Brown School Partners with STL Mayor’s Office to “Transform” Public Safety

Community Engagement; Faculty; Policy; Public Health; Social Work

The Brown School is partnering with the city of St. Louis in “Social Workers for St. Louis,” an innovative new program aimed at hiring social workers and public health professionals to intervene in non-violent situations such as mental-health crises as an alternative to the criminal justice system. The city plans to hire 20-30 social workers beginning next month. The Brown School will help recruit workers, provide professional development for them, and partner in the ongoing planning of the program.

“I believe that social workers are miracle workers,” St. Louis Mayor Tishaura Jones said in describing the initiative during a panel discussion on Aug. 25 that was part of the Brown School’s Open Classroom series. “I was excited to find ways to partner with Washington University to bring more social workers into our city government.”

“I’ve often said we have to put the ‘public’ back in public safety,” Jones said. “This is an innovative program aimed at integrating mental and behavioral health into public safety.”

“Normal hasn’t worked for many of our residents for years,” she added. “We are looking to disrupt and transform our current public safety system to one that is outward-looking and helps people. The social workers will help the city by connecting people to the right resources and hopefully, fewer people will be involved in the criminal justice system.” She said the social workers will also support city services including public health, victim support, homeless aid and pretrial screening.

Mary McKay, Neidorff Family and Centene Corporation Dean of the Brown School, said social workers are trained to understand individual trauma and mental health issues, as well as root causes of problems that affect entire communities. “They’re going to bring a lens of ‘how do we help individuals’ but also ‘how do we also really change what happens to a population?’” she said. “Social workers are disruptive,” she added. They use their tools and skills to try to change the way programs are developed and delivered, and really change business as usual. That’s what you ran on,” she told Jones, “and that’s a very important match for our community.”

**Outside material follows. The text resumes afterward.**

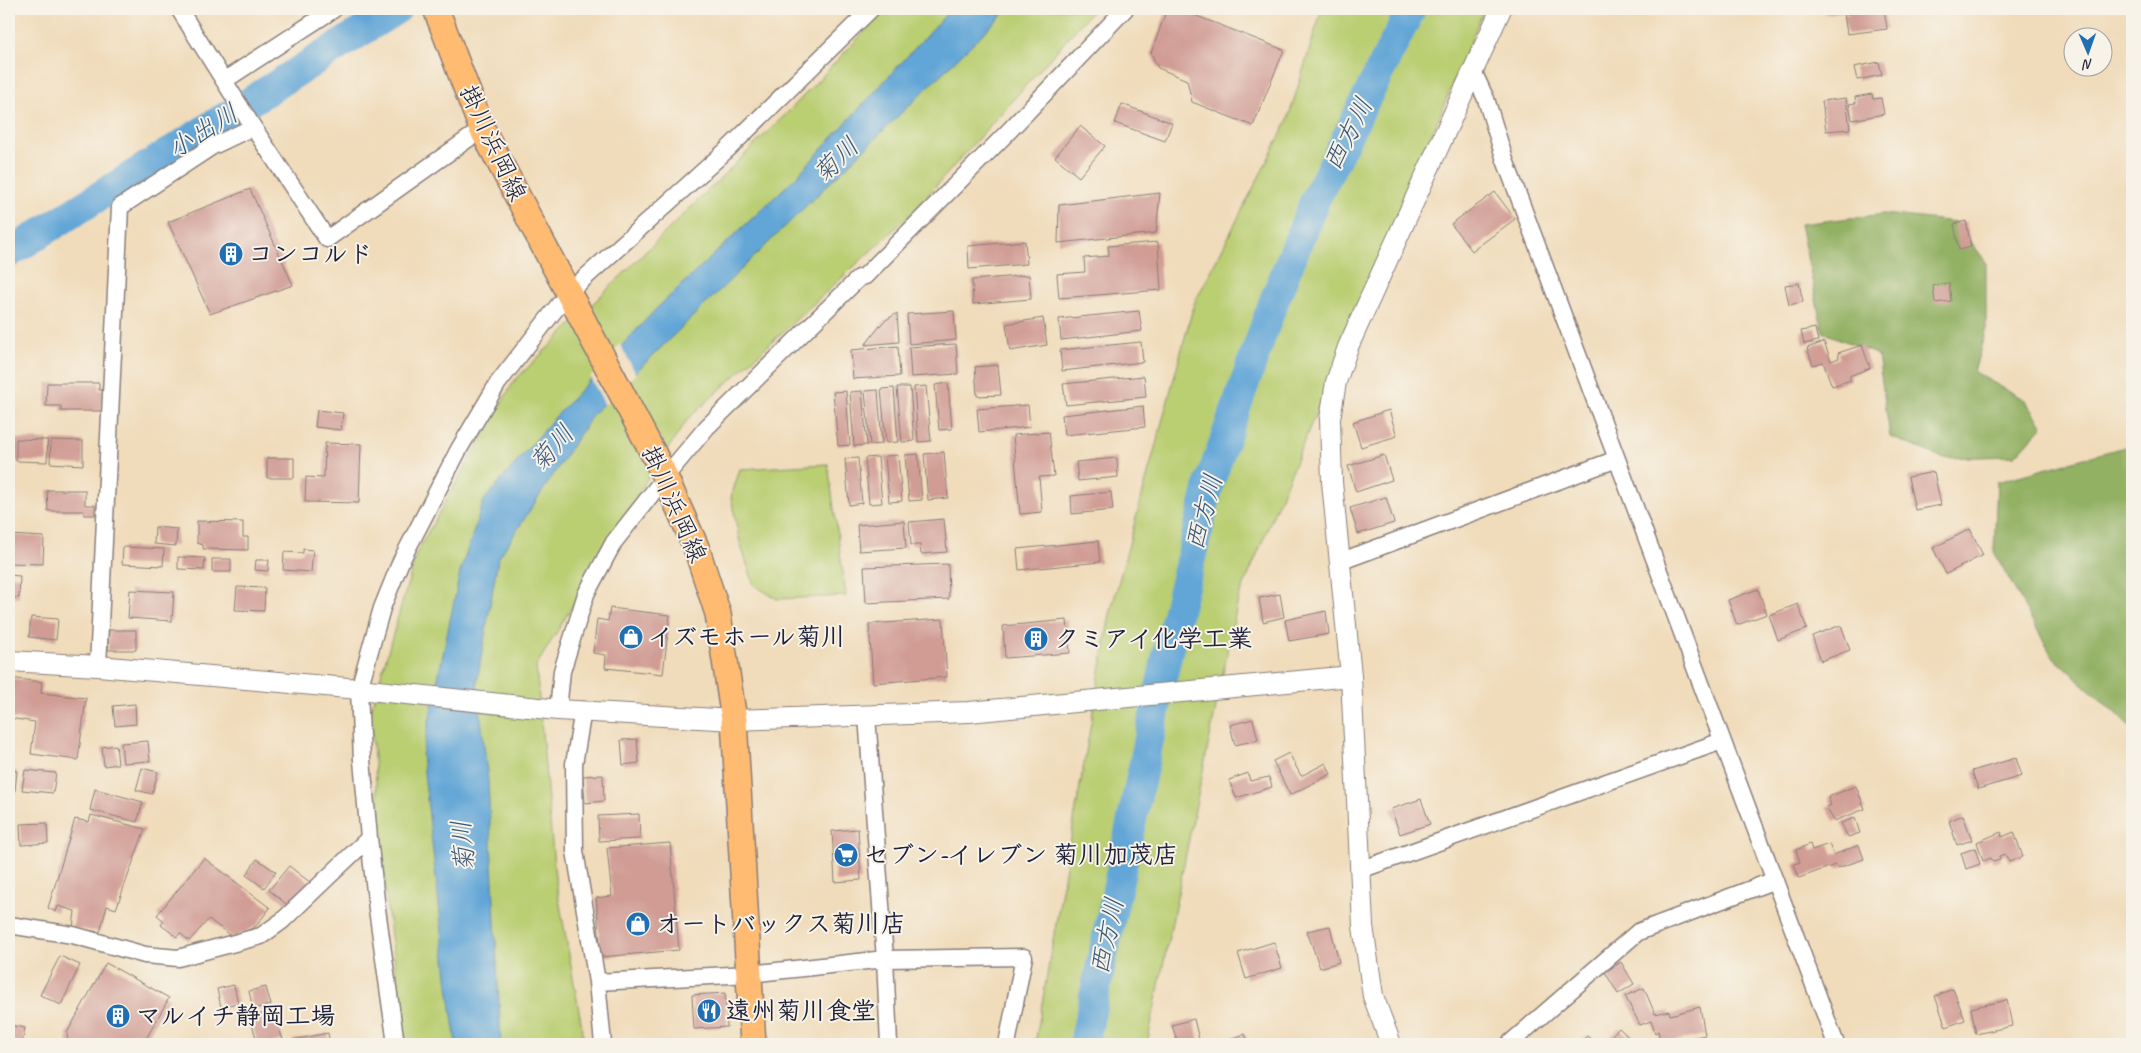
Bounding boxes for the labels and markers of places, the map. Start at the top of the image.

“Social workers are trained to tackle issues that are hard to talk about,” McKay said, citing racial equity as an example. “It’s important that we tackle issues that are incredibly important to our city and that are holding us back.” Universities can provide evidence-based approaches and test them, she said. She cautioned that finding the right approaches to make a difference in longstanding issues will not happen overnight. “We are trying to address an urgent, overdue matter,” said McKay. “To deeply understand the root causes and the contextual considerations that really need to inform something new, we have to take the time to really be sure that we understand.”

“These are solvable challenges,” she said. “There are a lot of us who are really wanting to work together in new ways.”

The Brown School will help develop a diverse pool of social workers and service coordinators from a wide variety of backgrounds, including the fields of social work, public health, human services, sociology, mental health, psychology, and criminal justice. The program design has not been finalized and the city will work with the School and other community partners to successfully integrate social workers to support different areas of city government.

Another panelist from the Brown School, Sean Joe, said well-trained social workers with broad expertise will help the city improve its public-safety response system. “We’re going to have a great reduction in criminalizing behavior health and mental health issues,” said Joe, the Benjamin E. Youngdahl Professor of Social Development. “It makes a difference when you match the right provider to the need.”

Joe says the program will succeed by reducing the number of non-criminal issues that police have to deal with. “It frees up public safety officers to better address crime and people’s sense of personal safety,” he said. He echoed McKay’s observation that university partners will help by applying social science to find out what works, scale it up and sustain solutions over time. “Data-driven decisions are the cornerstone,” he said.

He added that he hopes the program will build multiple venues for the community to express their sense of fairness and concern for their personal safety. “We’re in a unique opportunity as a region … to support and extend the reach of care to young people,” said Joe, who called it “an opportunity to do something no other city has done.”

Serena Muhammad, deputy director of the St. Louis Mental Health Board (MHB), emphasized the importance of listening to community advocates to understand the causes and impact of violence. She serves with the St. Louis Area Violence Prevention Commission.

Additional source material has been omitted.